▶ [Activity]: Only the line with "Localize all place" and the lines after it, to the end of the data, should appear in the answer, each reproduced exactly.

▶ [Data for processing]:
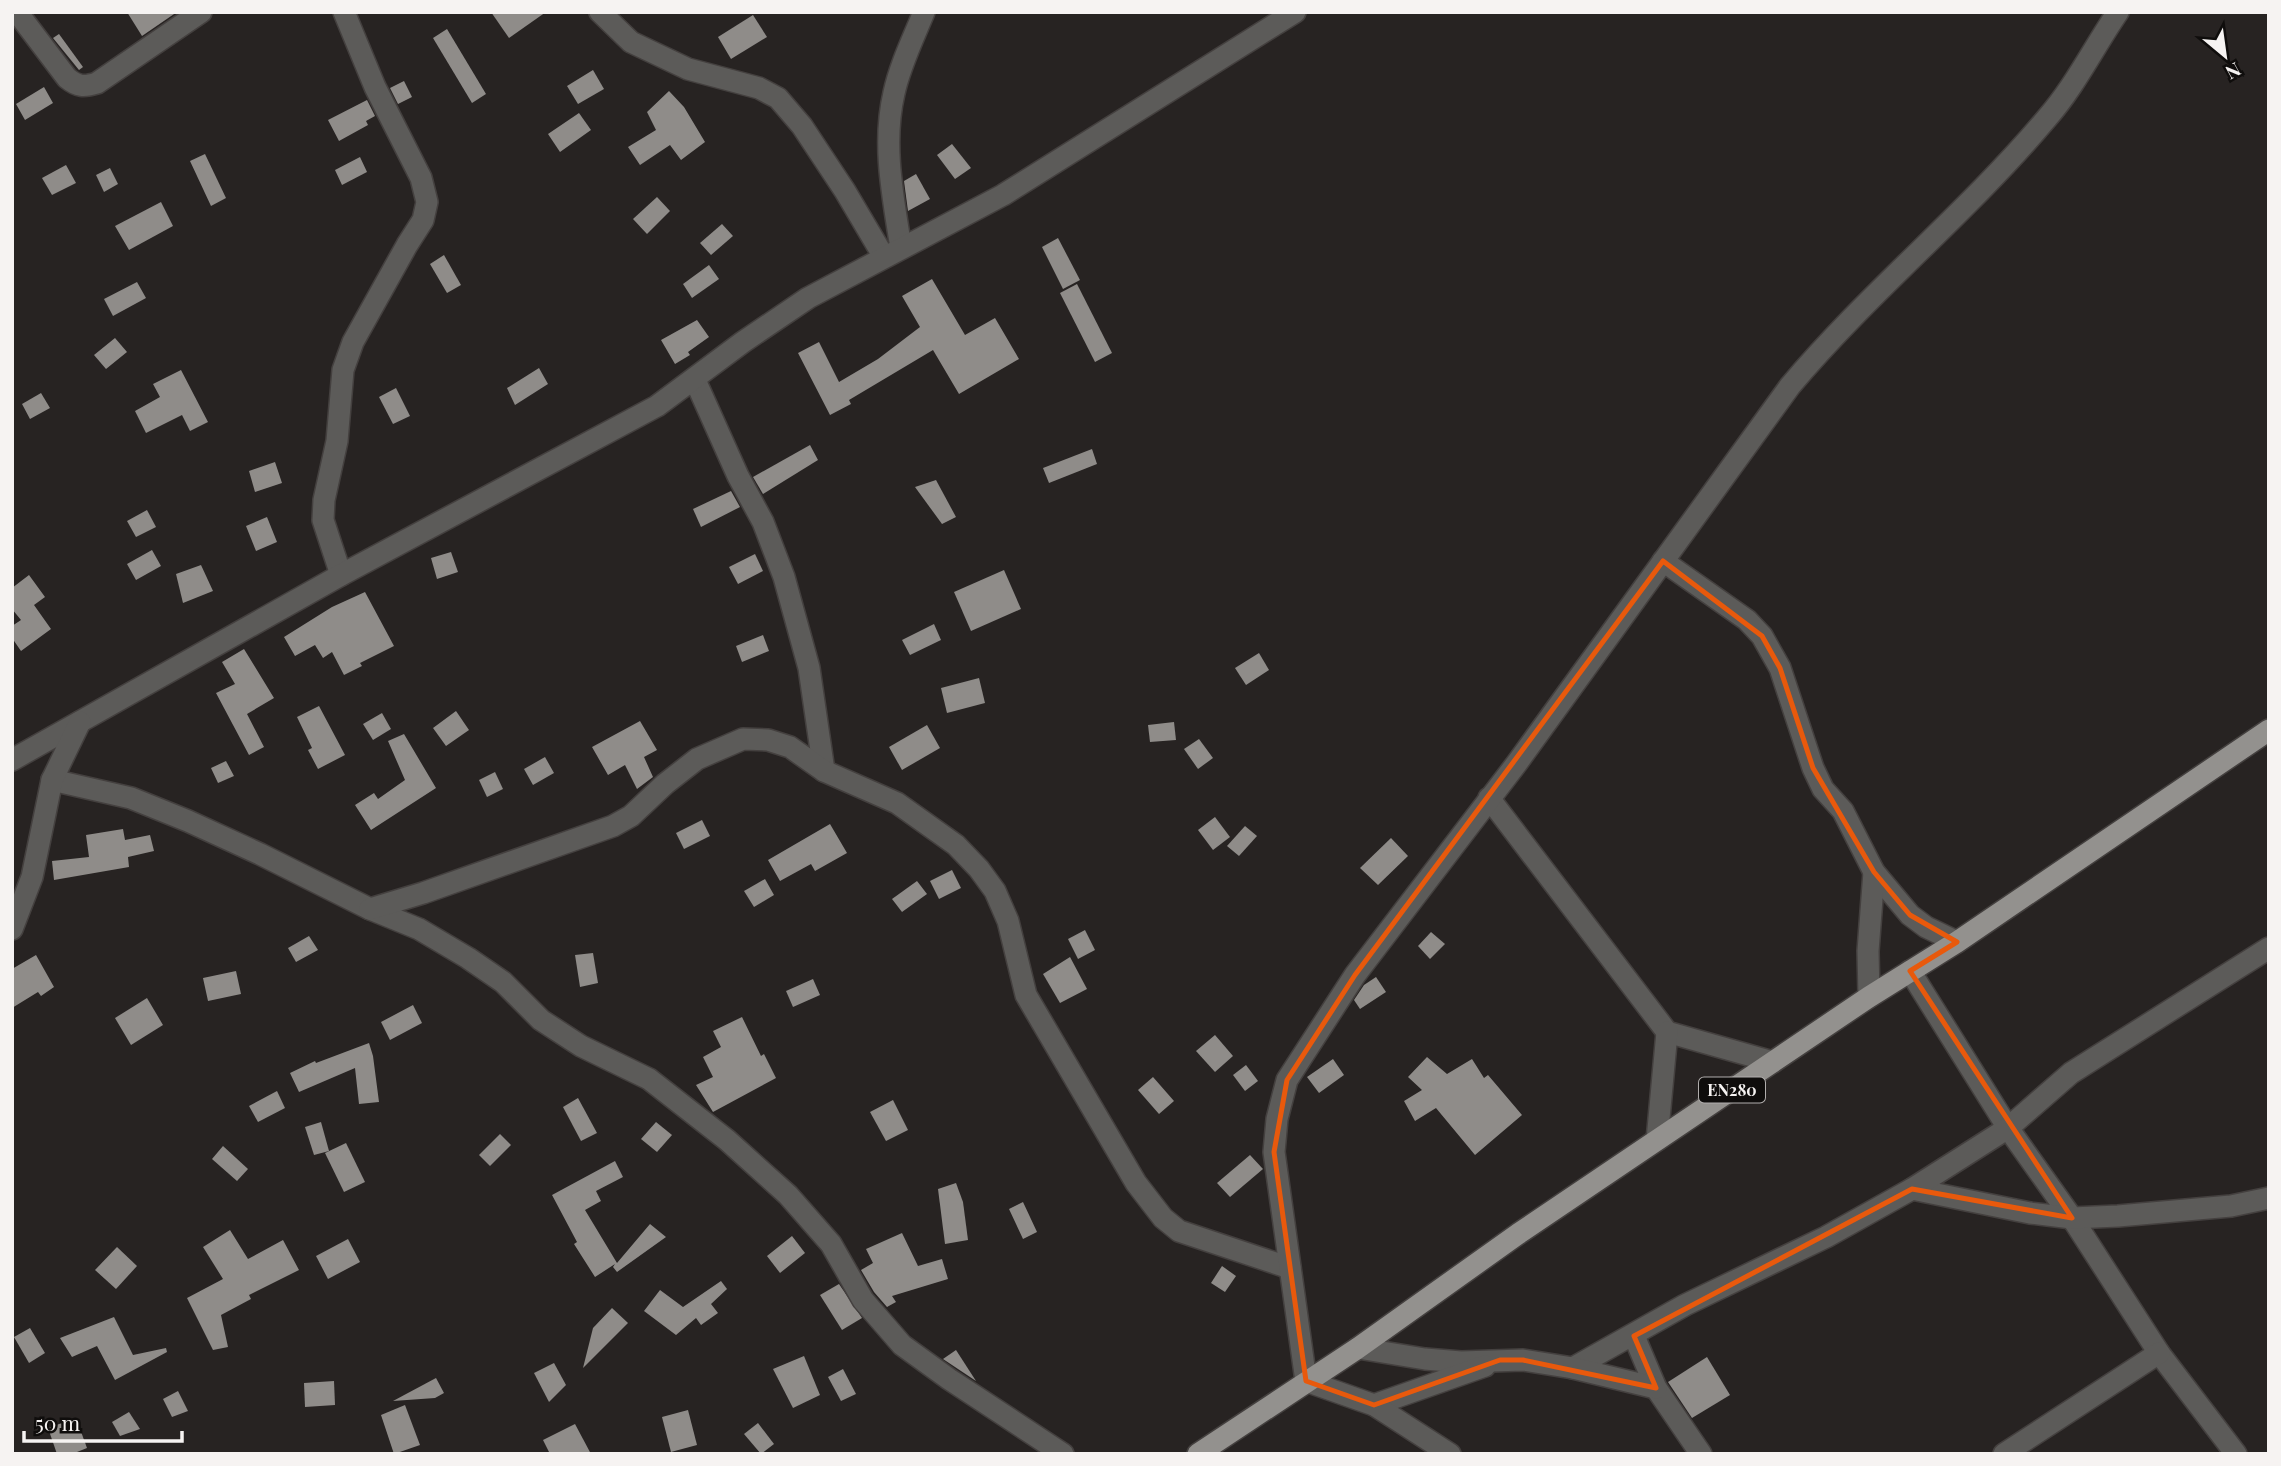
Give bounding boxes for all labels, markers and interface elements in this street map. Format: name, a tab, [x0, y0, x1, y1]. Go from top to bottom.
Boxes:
north arrow	[2190, 21, 2260, 91]
text: N	[2221, 57, 2246, 87]
road number: EN280	[1699, 1078, 1765, 1102]
scale bar	[24, 1400, 182, 1444]
text: 50 m	[35, 1408, 81, 1436]

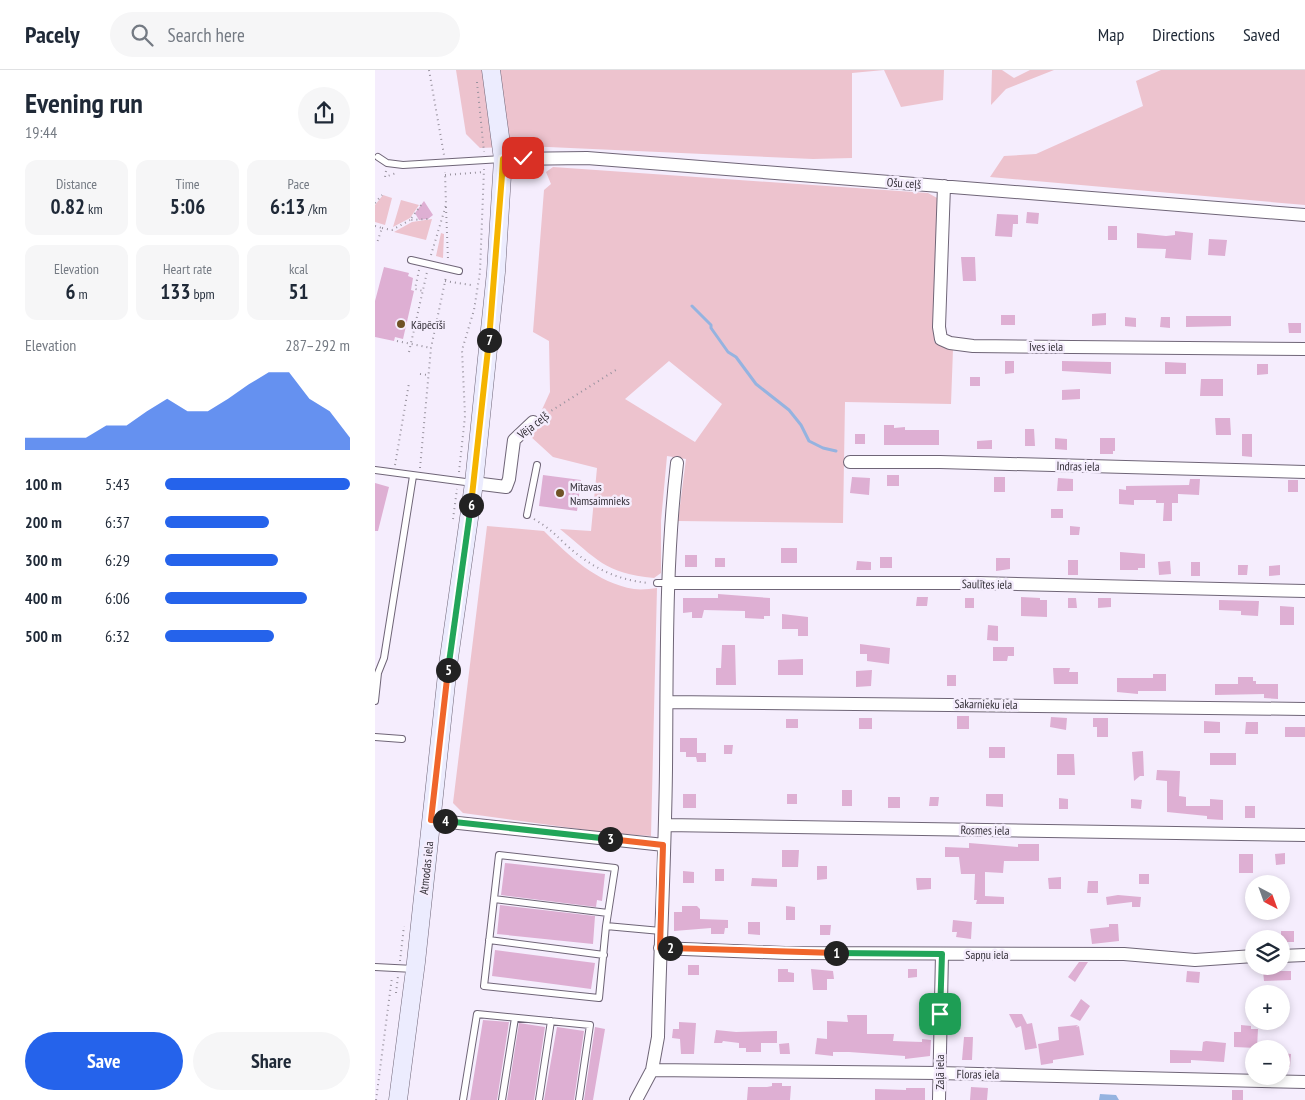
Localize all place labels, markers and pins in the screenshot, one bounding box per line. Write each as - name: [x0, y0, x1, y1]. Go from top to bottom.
- pin: [502, 137, 544, 179]
- place label: Kāpēcīši: [411, 317, 445, 332]
- marker: Kāpēcīši: [395, 318, 407, 330]
- pin: 7: [477, 328, 501, 352]
- place label: Mītavas Namsaimnieks: [570, 479, 630, 508]
- marker: Mītavas Namsaimnieks: [554, 487, 566, 499]
- pin: 6: [459, 492, 483, 518]
- pin: 5: [435, 658, 461, 682]
- pin: 4: [433, 808, 457, 834]
- pin: 3: [597, 826, 623, 852]
- pin: 2: [657, 936, 683, 960]
- pin: 1: [823, 940, 849, 966]
- pin: [919, 993, 961, 1035]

▶ [Exercise answer]:
Localize all place labels, markers and pins in the screenshot, one bounding box per line. Write each as - name: [x0, y0, x1, y1]. Go from top to bottom.
- pin: [502, 137, 544, 179]
- place label: Kāpēcīši: [411, 317, 445, 332]
- marker: Kāpēcīši: [395, 318, 407, 330]
- pin: 7: [477, 328, 501, 352]
- place label: Mītavas Namsaimnieks: [570, 479, 630, 508]
- marker: Mītavas Namsaimnieks: [554, 487, 566, 499]
- pin: 6: [459, 492, 483, 518]
- pin: 5: [435, 658, 461, 682]
- pin: 4: [433, 808, 457, 834]
- pin: 3: [597, 826, 623, 852]
- pin: 2: [657, 936, 683, 960]
- pin: 1: [823, 940, 849, 966]
- pin: [919, 993, 961, 1035]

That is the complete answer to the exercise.